Starting at the top of the records below, write out each line exactly as it stands, stopping after the line with "filter:drop-shadow(2px 0 #d5d6d7)"; exclude the pictures.

= Beginning of Section =

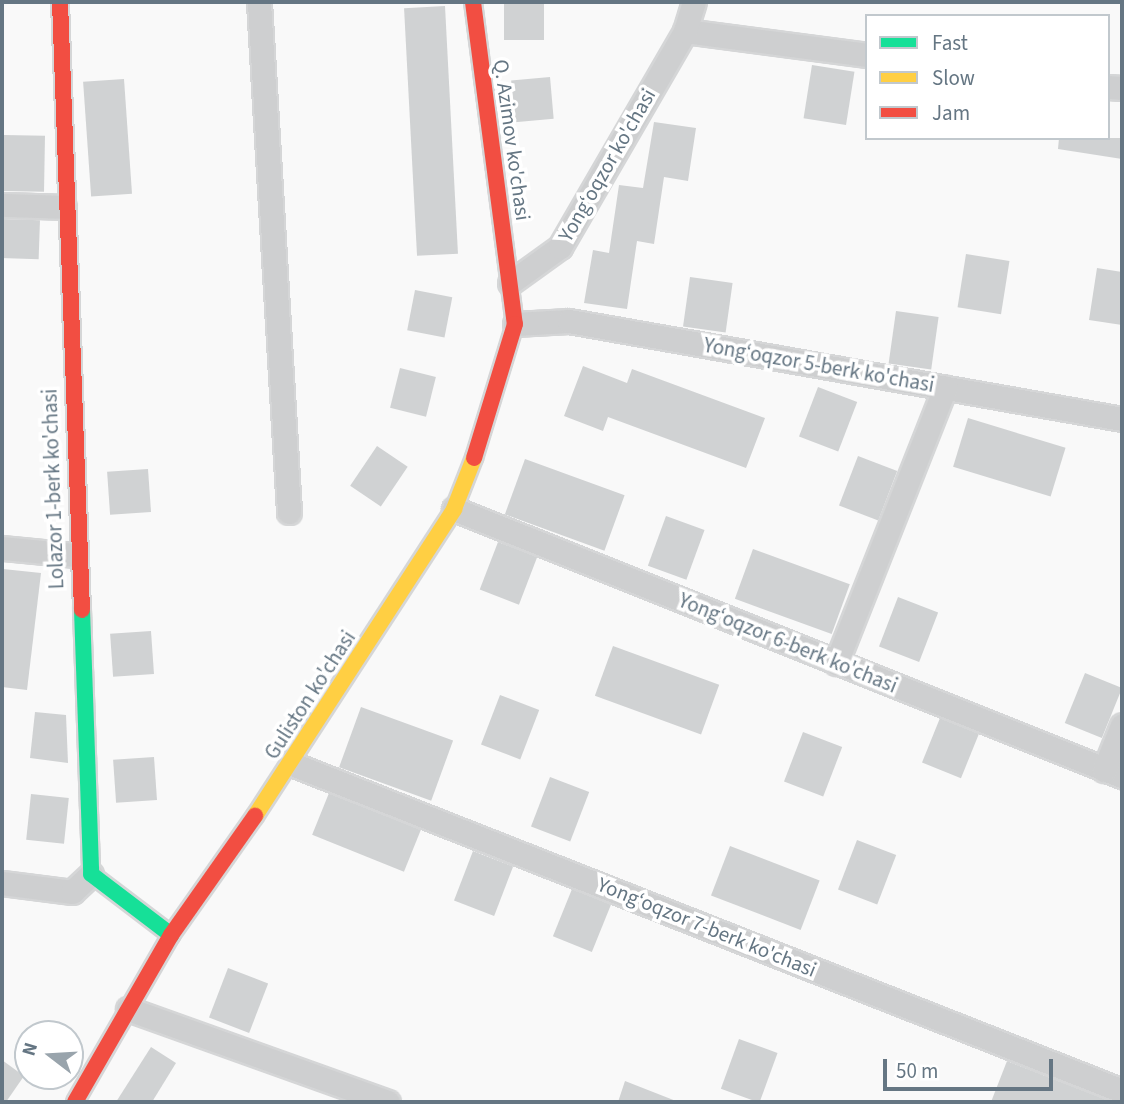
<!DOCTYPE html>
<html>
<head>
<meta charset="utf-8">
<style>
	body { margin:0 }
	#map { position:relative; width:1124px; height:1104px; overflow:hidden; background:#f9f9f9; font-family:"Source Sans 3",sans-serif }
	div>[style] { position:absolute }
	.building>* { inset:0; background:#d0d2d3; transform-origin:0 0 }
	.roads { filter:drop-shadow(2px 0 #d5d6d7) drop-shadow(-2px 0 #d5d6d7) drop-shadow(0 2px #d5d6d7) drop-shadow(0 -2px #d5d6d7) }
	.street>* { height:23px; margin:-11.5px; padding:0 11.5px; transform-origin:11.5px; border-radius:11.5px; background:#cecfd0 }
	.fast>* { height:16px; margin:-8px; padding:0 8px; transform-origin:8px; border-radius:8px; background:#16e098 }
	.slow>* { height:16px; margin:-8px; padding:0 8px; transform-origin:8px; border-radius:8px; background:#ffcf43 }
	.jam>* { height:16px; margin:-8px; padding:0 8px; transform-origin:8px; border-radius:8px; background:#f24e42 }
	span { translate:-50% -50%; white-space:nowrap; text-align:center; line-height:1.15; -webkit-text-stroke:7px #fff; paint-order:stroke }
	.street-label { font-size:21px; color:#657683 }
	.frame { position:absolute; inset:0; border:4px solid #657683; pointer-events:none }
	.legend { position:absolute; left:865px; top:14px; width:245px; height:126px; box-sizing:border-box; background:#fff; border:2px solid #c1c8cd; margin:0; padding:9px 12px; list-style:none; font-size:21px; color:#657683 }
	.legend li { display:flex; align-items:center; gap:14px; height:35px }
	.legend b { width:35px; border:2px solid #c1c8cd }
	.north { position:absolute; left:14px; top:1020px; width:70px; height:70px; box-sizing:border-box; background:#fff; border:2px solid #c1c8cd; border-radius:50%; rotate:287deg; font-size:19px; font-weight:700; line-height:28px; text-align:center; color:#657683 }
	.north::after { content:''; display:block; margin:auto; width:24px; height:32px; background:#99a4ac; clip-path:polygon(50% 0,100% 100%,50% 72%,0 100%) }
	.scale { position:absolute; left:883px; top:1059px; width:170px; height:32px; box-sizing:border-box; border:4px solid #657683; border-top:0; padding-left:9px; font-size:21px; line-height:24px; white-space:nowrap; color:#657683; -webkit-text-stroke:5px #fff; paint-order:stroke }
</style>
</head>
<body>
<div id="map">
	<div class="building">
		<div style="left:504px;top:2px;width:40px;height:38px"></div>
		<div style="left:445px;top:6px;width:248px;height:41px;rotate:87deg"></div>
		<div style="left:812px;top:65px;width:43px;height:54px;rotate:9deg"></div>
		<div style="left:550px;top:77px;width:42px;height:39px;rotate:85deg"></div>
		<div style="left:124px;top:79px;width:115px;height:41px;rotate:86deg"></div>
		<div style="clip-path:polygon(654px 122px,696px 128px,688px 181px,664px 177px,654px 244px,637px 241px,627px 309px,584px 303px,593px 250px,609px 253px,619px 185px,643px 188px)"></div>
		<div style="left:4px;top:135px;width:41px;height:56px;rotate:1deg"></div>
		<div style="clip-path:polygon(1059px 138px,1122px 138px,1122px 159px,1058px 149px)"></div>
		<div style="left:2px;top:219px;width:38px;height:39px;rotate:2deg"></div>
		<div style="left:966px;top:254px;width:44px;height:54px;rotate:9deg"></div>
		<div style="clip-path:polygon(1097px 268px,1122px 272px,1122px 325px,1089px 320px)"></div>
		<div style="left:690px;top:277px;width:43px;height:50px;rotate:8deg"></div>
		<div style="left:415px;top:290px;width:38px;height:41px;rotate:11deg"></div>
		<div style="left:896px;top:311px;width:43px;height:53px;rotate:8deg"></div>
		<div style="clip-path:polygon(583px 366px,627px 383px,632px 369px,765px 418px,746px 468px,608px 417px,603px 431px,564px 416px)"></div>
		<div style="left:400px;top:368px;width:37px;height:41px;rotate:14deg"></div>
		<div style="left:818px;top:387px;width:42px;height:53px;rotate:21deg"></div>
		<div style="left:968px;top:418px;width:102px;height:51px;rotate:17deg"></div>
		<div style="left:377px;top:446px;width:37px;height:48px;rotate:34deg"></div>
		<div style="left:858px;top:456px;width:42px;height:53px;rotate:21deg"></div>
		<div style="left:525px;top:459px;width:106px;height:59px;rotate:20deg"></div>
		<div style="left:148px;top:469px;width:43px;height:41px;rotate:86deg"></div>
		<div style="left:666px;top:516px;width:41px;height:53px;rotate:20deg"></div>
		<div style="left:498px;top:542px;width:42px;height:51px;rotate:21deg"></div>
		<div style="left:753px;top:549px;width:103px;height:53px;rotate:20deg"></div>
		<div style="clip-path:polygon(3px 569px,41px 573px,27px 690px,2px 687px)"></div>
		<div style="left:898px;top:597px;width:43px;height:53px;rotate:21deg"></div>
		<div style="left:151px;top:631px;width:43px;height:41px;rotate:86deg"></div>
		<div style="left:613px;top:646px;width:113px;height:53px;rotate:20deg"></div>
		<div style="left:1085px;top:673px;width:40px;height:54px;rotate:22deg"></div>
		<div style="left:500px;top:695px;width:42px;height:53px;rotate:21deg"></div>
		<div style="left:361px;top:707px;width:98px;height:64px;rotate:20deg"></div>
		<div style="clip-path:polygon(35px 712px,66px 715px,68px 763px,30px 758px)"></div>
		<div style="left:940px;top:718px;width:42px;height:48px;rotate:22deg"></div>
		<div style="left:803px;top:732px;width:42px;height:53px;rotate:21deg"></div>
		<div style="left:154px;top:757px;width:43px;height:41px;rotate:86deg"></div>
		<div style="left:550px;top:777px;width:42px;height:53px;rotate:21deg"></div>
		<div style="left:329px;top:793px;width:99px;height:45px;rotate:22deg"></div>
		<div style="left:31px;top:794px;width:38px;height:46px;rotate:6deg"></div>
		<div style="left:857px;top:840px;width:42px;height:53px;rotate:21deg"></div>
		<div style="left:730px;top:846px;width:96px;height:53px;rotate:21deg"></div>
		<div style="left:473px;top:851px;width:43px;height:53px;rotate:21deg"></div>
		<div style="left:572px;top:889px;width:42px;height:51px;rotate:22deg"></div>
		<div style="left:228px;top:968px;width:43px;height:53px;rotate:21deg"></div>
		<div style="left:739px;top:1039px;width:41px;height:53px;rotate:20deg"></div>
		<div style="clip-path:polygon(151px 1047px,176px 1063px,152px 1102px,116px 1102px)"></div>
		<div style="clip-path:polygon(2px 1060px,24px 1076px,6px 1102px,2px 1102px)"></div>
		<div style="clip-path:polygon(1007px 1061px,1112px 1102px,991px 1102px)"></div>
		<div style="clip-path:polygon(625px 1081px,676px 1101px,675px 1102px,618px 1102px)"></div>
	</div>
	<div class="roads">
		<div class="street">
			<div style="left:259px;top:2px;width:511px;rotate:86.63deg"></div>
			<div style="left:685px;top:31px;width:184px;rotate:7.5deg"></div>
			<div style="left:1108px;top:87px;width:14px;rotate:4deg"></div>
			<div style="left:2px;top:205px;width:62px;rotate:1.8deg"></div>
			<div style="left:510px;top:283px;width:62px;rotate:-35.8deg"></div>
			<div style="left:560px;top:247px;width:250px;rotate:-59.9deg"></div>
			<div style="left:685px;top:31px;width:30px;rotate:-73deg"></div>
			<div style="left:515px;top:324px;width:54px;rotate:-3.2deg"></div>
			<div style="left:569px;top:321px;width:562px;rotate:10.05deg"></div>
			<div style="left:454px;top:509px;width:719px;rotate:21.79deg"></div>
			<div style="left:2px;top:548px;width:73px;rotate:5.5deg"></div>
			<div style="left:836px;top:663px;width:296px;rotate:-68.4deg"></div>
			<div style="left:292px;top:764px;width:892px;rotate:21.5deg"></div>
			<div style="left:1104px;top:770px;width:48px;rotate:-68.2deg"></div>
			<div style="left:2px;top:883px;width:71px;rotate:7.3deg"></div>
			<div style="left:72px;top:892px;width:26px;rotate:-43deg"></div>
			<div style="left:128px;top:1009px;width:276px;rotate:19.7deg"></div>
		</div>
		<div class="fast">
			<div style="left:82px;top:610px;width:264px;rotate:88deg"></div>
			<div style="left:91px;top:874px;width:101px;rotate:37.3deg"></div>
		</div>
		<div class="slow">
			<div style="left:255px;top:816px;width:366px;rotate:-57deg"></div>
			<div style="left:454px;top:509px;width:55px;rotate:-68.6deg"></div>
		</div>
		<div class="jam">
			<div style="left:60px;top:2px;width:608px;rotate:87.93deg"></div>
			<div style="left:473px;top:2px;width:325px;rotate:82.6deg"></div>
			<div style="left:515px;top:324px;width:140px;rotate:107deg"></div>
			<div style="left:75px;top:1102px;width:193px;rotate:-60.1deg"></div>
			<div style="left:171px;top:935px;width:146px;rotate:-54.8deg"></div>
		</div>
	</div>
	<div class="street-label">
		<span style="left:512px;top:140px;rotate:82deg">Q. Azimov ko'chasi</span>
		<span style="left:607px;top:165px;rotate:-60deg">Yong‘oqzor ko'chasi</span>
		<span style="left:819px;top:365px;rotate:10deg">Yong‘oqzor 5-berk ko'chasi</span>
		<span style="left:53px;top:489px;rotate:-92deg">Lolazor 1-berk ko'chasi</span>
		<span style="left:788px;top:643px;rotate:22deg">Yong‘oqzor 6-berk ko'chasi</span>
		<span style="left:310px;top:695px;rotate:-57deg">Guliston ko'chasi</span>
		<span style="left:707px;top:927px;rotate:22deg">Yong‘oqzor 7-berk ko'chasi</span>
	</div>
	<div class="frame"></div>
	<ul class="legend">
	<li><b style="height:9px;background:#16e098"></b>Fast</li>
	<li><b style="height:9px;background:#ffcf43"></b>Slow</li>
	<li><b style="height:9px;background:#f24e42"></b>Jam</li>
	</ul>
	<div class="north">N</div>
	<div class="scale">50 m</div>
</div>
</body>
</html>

= End of Section =

- **Written response**:
<!DOCTYPE html>
<html>
<head>
<meta charset="utf-8">
<style>
	body { margin:0 }
	#map { position:relative; width:1124px; height:1104px; overflow:hidden; background:#f9f9f9; font-family:"Source Sans 3",sans-serif }
	div>[style] { position:absolute }
	.building>* { inset:0; background:#d0d2d3; transform-origin:0 0 }
	.roads { filter:drop-shadow(2px 0 #d5d6d7) drop-shadow(-2px 0 #d5d6d7) drop-shadow(0 2px #d5d6d7) drop-shadow(0 -2px #d5d6d7) }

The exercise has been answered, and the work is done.